5. My libido went up
My biggest surprise was that my sex drive shot up. Drastically. While I had generally only experienced desire responsively, suddenly I noticed I was capable of that out-of-the-blue horniness I thought only men experienced.
This might be because some data suggests that high progesterone levels can suppress libido. But, again, Dr Arif says, ‘libido is a very difficult one to measure because it’s as much about mood and experiences as it is about physical symptoms.’
Dr Patel explains that libido is influenced by many complicated factors as well as age, general health and medications and that there is no clear evidence of an association between use of the combined pill and libido.
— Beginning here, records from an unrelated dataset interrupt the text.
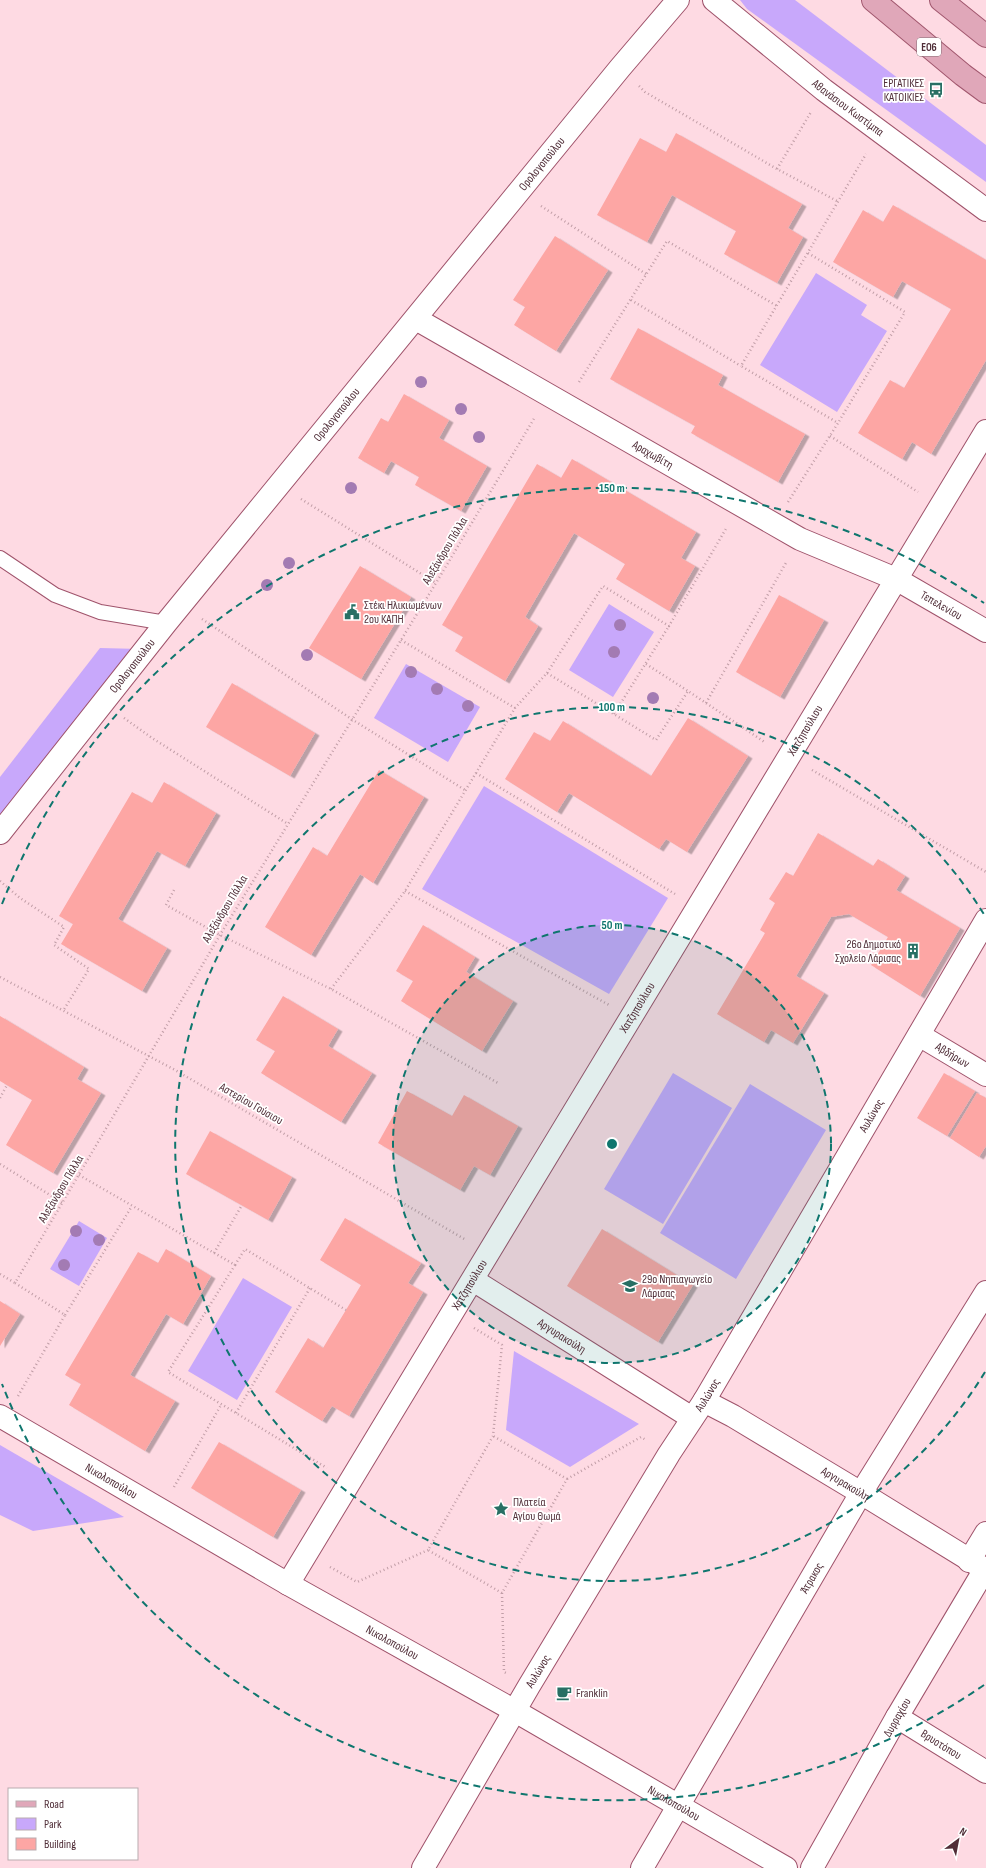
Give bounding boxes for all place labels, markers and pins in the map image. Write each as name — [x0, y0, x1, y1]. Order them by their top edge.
place label: ΕΡΓΑΤΙΚΕΣ ΚΑΤΟΙΚΙΕΣ — [883, 76, 924, 105]
bus stop icon: ΕΡΓΑΤΙΚΕΣ ΚΑΤΟΙΚΙΕΣ — [927, 81, 945, 99]
place label: Στέκι Ηλικιωμένων 2ου ΚΑΠΗ — [364, 598, 442, 627]
public building icon: Στέκι Ηλικιωμένων 2ου ΚΑΠΗ — [343, 603, 361, 621]
place label: 26ο Δημοτικό Σχολείο Λάρισας — [835, 937, 901, 966]
building icon: 26ο Δημοτικό Σχολείο Λάρισας — [904, 942, 922, 960]
centre of rings — [605, 1137, 619, 1151]
place label: 29ο Νηπιαγωγείο Λάρισας — [641, 1272, 712, 1301]
school or university icon: 29ο Νηπιαγωγείο Λάρισας — [621, 1277, 639, 1295]
place label: Πλατεία Αγίου Θωμά — [512, 1495, 561, 1524]
place icon: Πλατεία Αγίου Θωμά — [492, 1500, 510, 1518]
cafe icon: Franklin — [555, 1684, 573, 1702]
place label: Franklin — [576, 1686, 608, 1701]

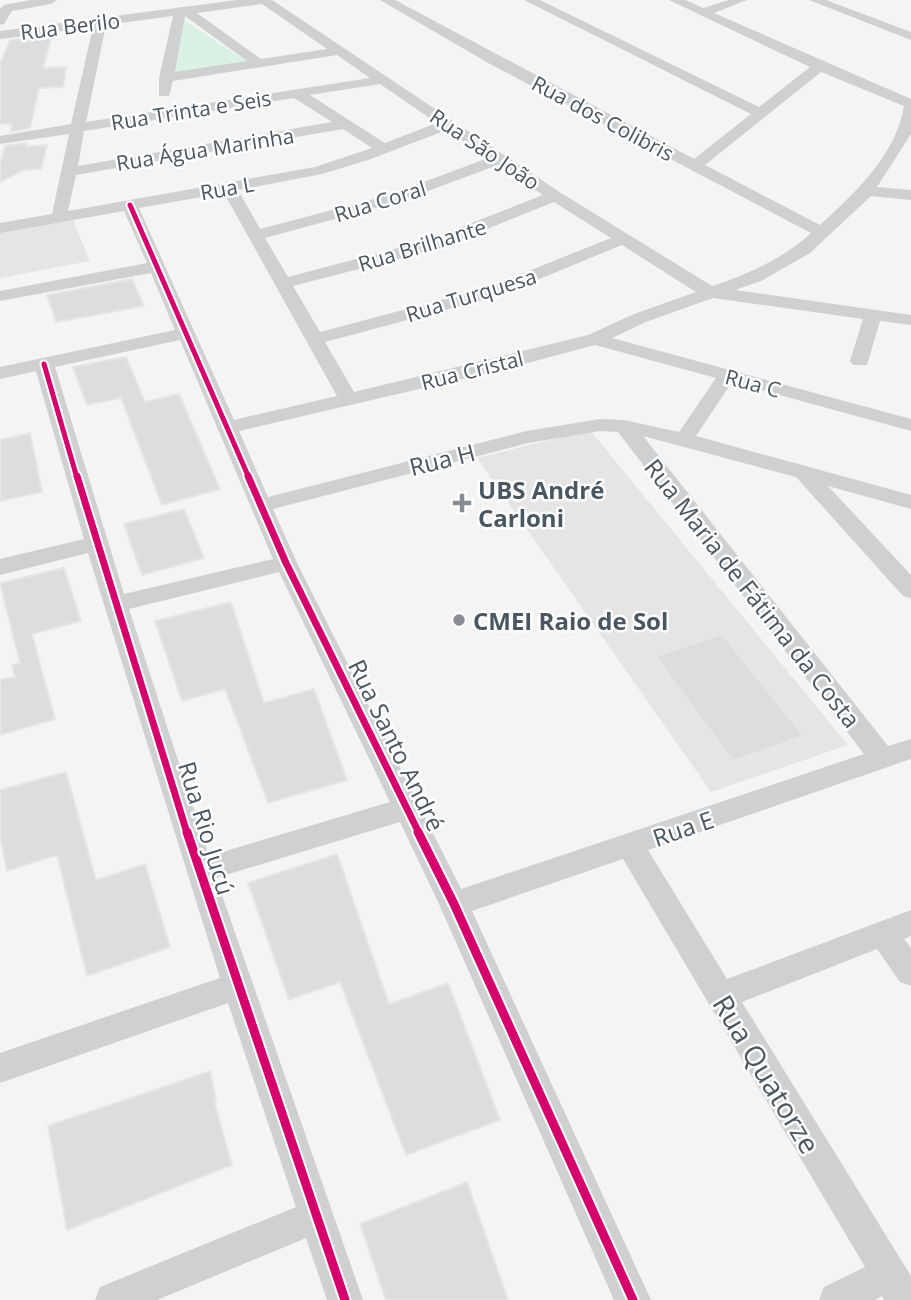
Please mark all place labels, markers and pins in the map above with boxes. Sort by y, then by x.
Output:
place label: UBS André Carloni [478,473,604,534]
marker: UBS André Carloni [452,493,472,513]
place label: CMEI Raio de Sol [473,604,668,637]
marker: CMEI Raio de Sol [451,612,467,628]

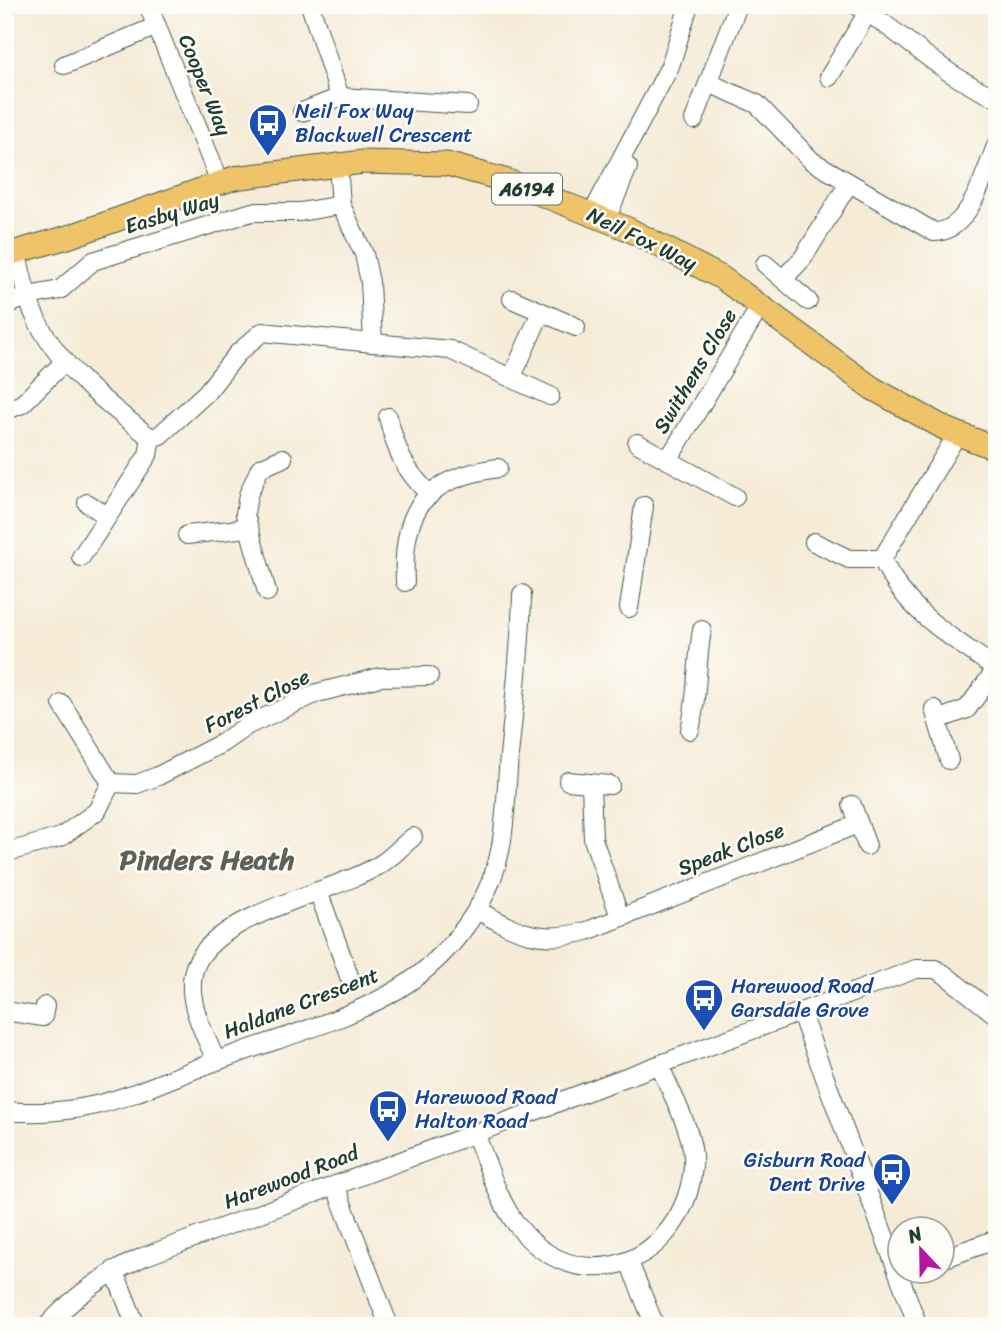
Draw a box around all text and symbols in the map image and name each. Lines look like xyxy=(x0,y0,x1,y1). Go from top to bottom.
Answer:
street label: Cooper Way xyxy=(167,28,243,142)
place label: Neil Fox Way Blackwell Crescent xyxy=(295,92,472,154)
bus stop icon: Neil Fox Way Blackwell Crescent xyxy=(247,102,289,157)
road number: A6194 xyxy=(492,174,562,204)
street label: Easby Way xyxy=(120,181,224,245)
street label: Neil Fox Way xyxy=(580,196,704,282)
street label: Swithens Close xyxy=(642,301,748,441)
street label: Forest Close xyxy=(197,658,317,744)
street label: Speak Close xyxy=(672,811,790,887)
district label: Pinders Heath xyxy=(120,835,295,884)
street label: Haldane Crescent xyxy=(218,956,384,1050)
place label: Harewood Road Garsdale Grove xyxy=(731,967,875,1029)
bus stop icon: Harewood Road Garsdale Grove xyxy=(683,977,725,1032)
place label: Harewood Road Halton Road xyxy=(415,1078,559,1140)
bus stop icon: Harewood Road Halton Road xyxy=(367,1088,409,1143)
street label: Harewood Road xyxy=(218,1133,366,1220)
place label: Gisburn Road Dent Drive xyxy=(744,1141,867,1203)
bus stop icon: Gisburn Road Dent Drive xyxy=(871,1151,913,1206)
north arrow xyxy=(886,1216,956,1286)
text: N xyxy=(902,1217,928,1253)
Some studies, she says, have found an increase in sexual desire in those taking it; others have found a decrease.
6. The pill could be masking gynaecological issues
Being confronted with my painful periods led me to seek answers about whether there was anything more worrying going on. Thankfully, blood tests and scans didn’t suggest anything was amiss, so I’ve been prescribed stronger painkillers for my periods which have really helped. But for many women, their period or PMS problems could be signs of something else, like PCOS or endometriosis.
‘I understand concern about whether the pill could be masking symptoms,’ says Dr Patel. ‘But even if the painful periods were being caused by endometriosis, for example, the combined pill is a good first line treatment for this condition.’